Mit der integrierten Volltextsuche, die vom Suchmaschinenhersteller "Google" zur Verfügung gestellt wird, lassen sich alle Entscheidungen durchsuchen. Dabei können Sie Sonderzeichen und spezielle Wörter verwenden, um genauere Suchergebnisse zu erhalten:

Zurück

Beginn der Entscheidung

Gericht: Sächsisches Oberverwaltungsgericht
Beschluss verkündet am 13.02.2009
Aktenzeichen: 2 E 101/08
Rechtsgebiete: VwGO, VV


Vorschriften:

VwGO § 162 Abs. 2 S. 1
VV Nr. 102
Die Kosten eines auswärtigen Rechtsanwaltes sind dann zu erstatten, wenn der Verfahrensbeteiligte gute Gründe dafür hat, den auswärtigen Rechtsanwalt mit der Wahrnehmung seiner Interessen zu betrauen (wie OVG M-V, Beschl. v. 10.1.1995 - 3 O 89/94 -).

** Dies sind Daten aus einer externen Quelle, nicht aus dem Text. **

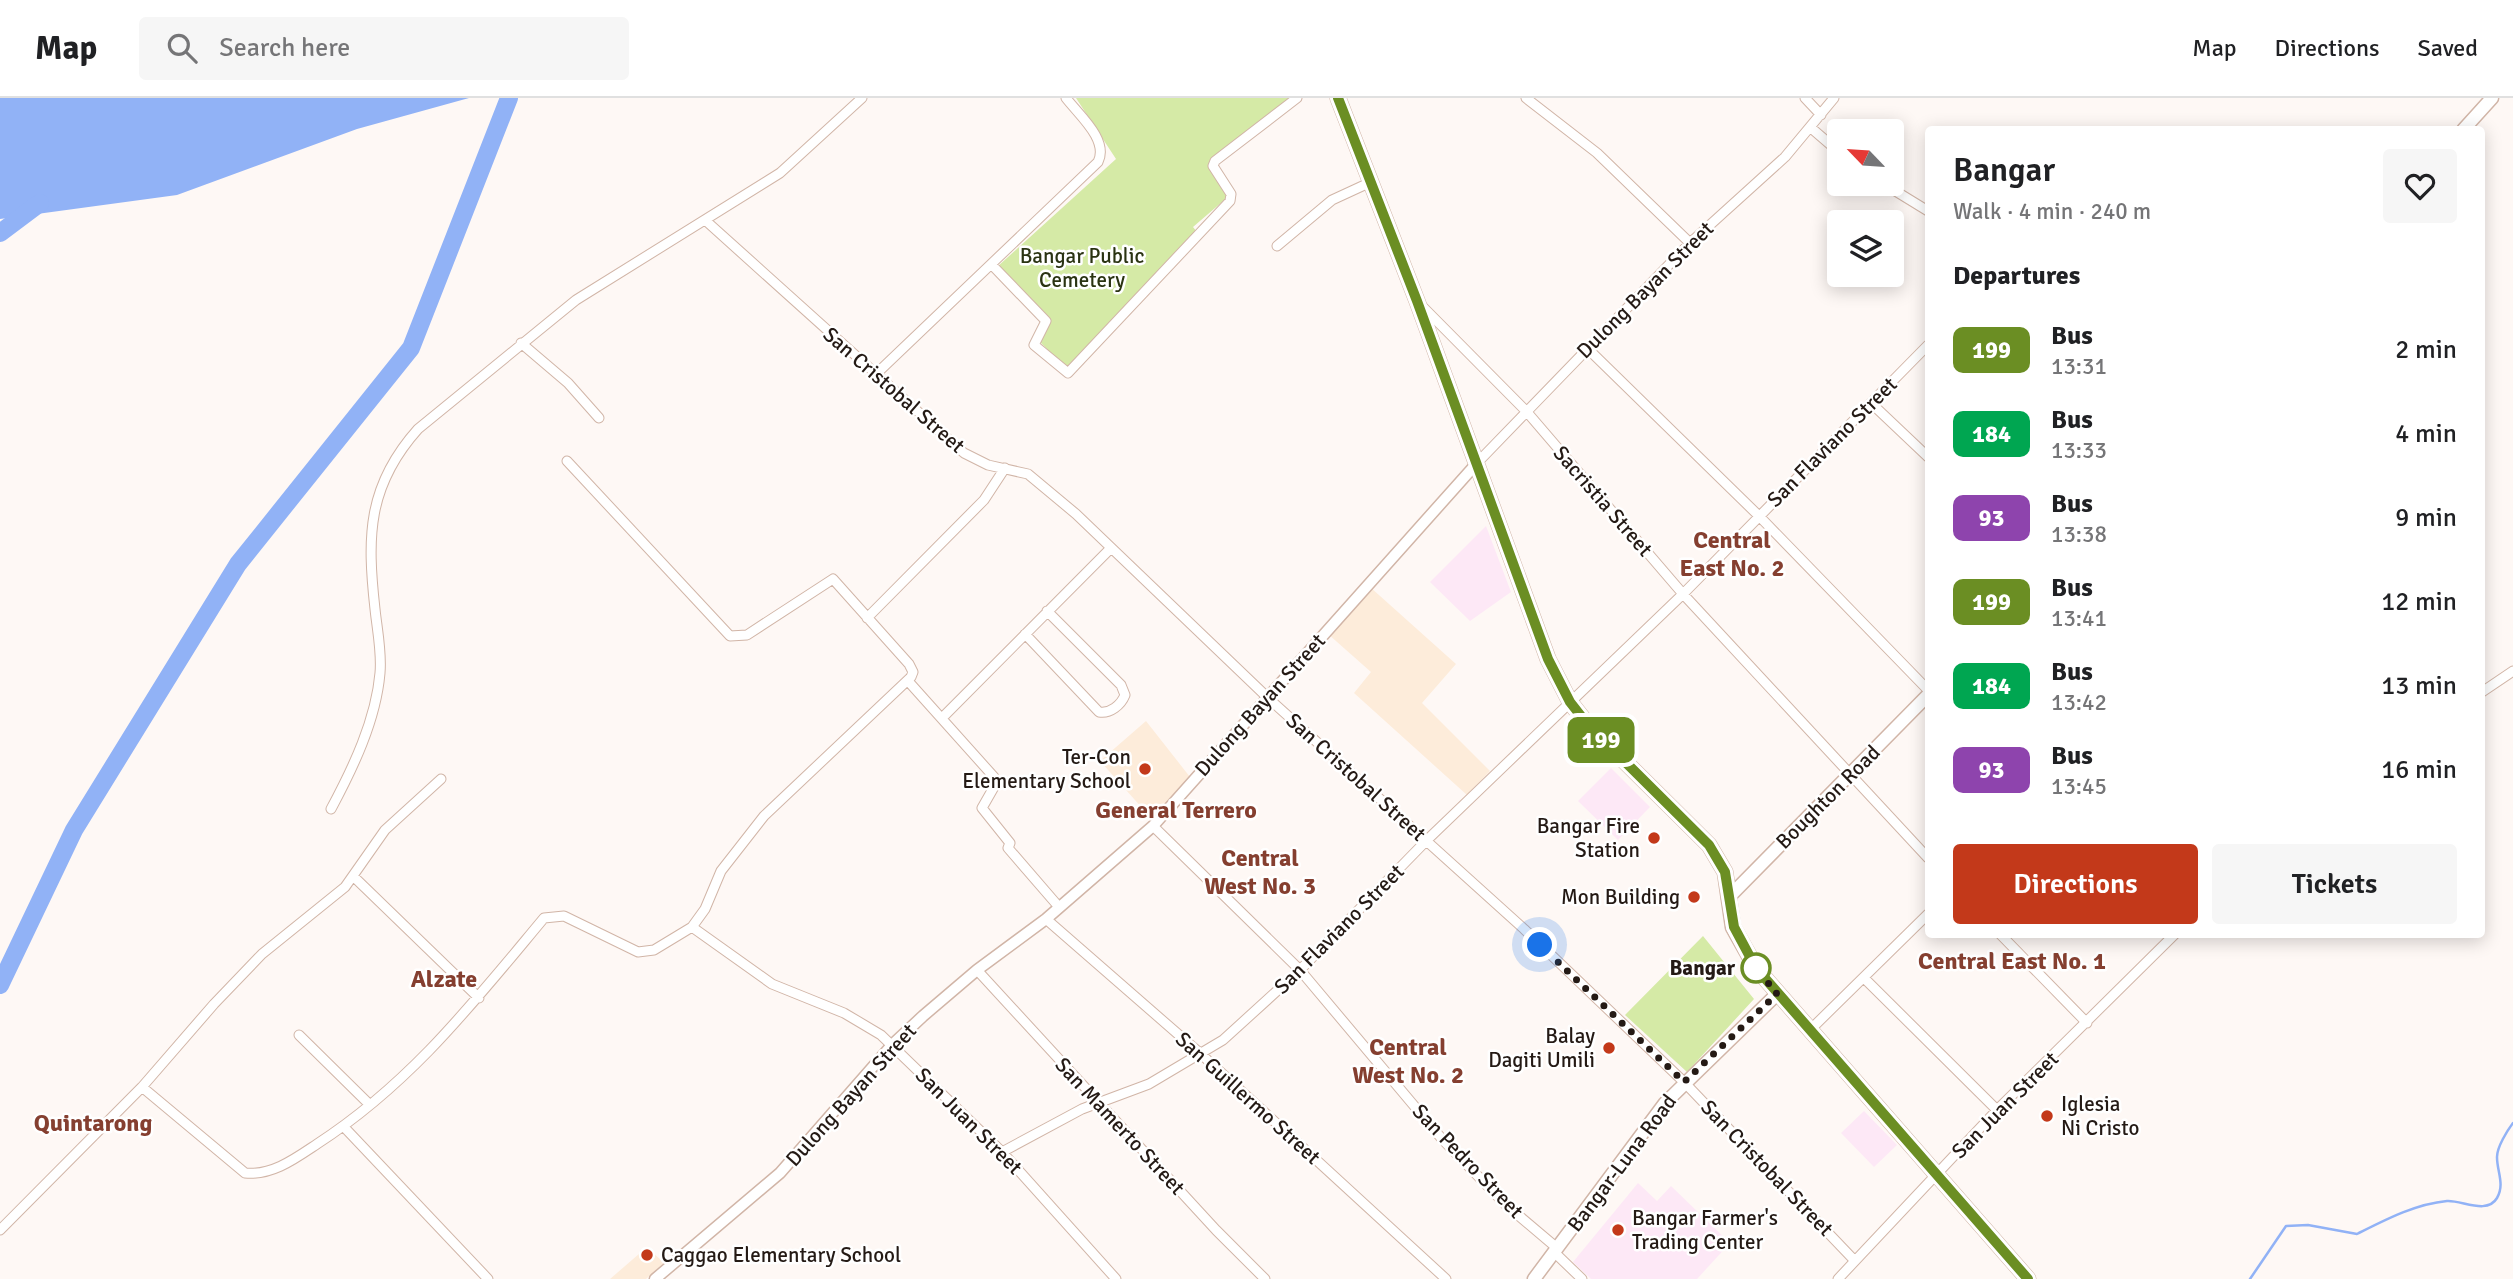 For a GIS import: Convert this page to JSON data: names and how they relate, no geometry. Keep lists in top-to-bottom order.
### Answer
{
  "streets": {
    "main road": ["Boughton Road", "Bangar-Luna Road"],
    "street": [
      "Dulong Bayan Street",
      "San Cristobal Street",
      "San Flaviano Street",
      "Sacristia Street",
      "San Guillermo Street",
      "San Juan Street",
      "San Mamerto Street",
      "San Pedro Street"
    ]
  },
  "crossings": [
    ["Dulong Bayan Street", "San Cristobal Street"],
    ["Dulong Bayan Street", "Sacristia Street"],
    ["Dulong Bayan Street", "San Guillermo Street"],
    ["Dulong Bayan Street", "San Juan Street"],
    ["Dulong Bayan Street", "San Mamerto Street"],
    ["Dulong Bayan Street", "San Pedro Street"],
    ["San Cristobal Street", "San Flaviano Street"],
    ["San Cristobal Street", "San Juan Street"],
    ["San Cristobal Street", "Bangar-Luna Road"],
    ["San Flaviano Street", "Sacristia Street"],
    ["San Flaviano Street", "San Guillermo Street"],
    ["San Flaviano Street", "San Juan Street"],
    ["San Flaviano Street", "San Mamerto Street"],
    ["San Flaviano Street", "San Pedro Street"],
    ["Sacristia Street", "Boughton Road"],
    ["San Pedro Street", "Bangar-Luna Road"]
  ],
  "districts": [
    "Central East No. 2",
    "General Terrero",
    "Central West No. 3",
    "Central East No. 1",
    "Alzate",
    "Central West No. 2",
    "Quintarong"
  ],
  "parks": ["Bangar Public Cemetery"],
  "places": [
    "Ter-Con Elementary School",
    "Bangar Fire Station",
    "Mon Building",
    "Bangar",
    "Balay Dagiti Umili",
    "Iglesia Ni Cristo",
    "Bangar Farmer's Trading Center",
    "Caggao Elementary School"
  ],
  "lines": ["bus line 199"],
  "north": "top left",
  "page": {
    "header": "Map",
    "search": "Search here",
    "nav": ["Map", "Directions", "Saved"],
    "on_map": "199",
    "heading": [
      ["Bangar", "Walk · 4 min · 240 m"],
      "Departures"
    ],
    "list": [
      {
        "mark": "199",
        "name": "Bus",
        "note": "13:31",
        "value": "2 min"
      },
      {
        "mark": "184",
        "name": "Bus",
        "note": "13:33",
        "value": "4 min"
      },
      {
        "mark": "93",
        "name": "Bus",
        "note": "13:38",
        "value": "9 min"
      },
      {
        "mark": "199",
        "name": "Bus",
        "note": "13:41",
        "value": "12 min"
      },
      {
        "mark": "184",
        "name": "Bus",
        "note": "13:42",
        "value": "13 min"
      },
      {
        "mark": "93",
        "name": "Bus",
        "note": "13:45",
        "value": "16 min"
      }
    ],
    "buttons": ["Directions", "Tickets"]
  }
}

Eine Erledigungsgebühr fällt dann an, wenn die Tätigkeit des Prozessbevollmächtigten nicht hinweggedacht werden kann, ohne dass es zu einer streitigen Erledigung des Rechtsstreits gekommen wäre (wie BayVGH, Beschl. v. 19.1.2007 - 24 C 06.2426 -).


SÄCHSISCHES OBERVERWALTUNGSGERICHT

Beschluss

Az.: 2 E 101/08

In der Verwaltungsrechtssache

wegen Schulfinanzierung 1.8.1997 - 31.7.1998

hier: Beschwerde gegen Erinnerungsbeschluss

hat der 2. Senat des Sächsischen Oberverwaltungsgerichts durch den Vizepräsidenten des Oberverwaltungsgerichts Dr. Grünberg, den Richter am Oberverwaltungsgericht Dehoust und die Richterin am Verwaltungsgericht Dr. Henke am 13. Februar 2009 beschlossen:

Tenor:

Auf die Beschwerde des Klägers werden die Beschlüsse des Verwaltungsgerichts Leipzig vom 29. Oktober 2008 und vom 23. Juli 2007 - 4 K 1673/01 - geändert.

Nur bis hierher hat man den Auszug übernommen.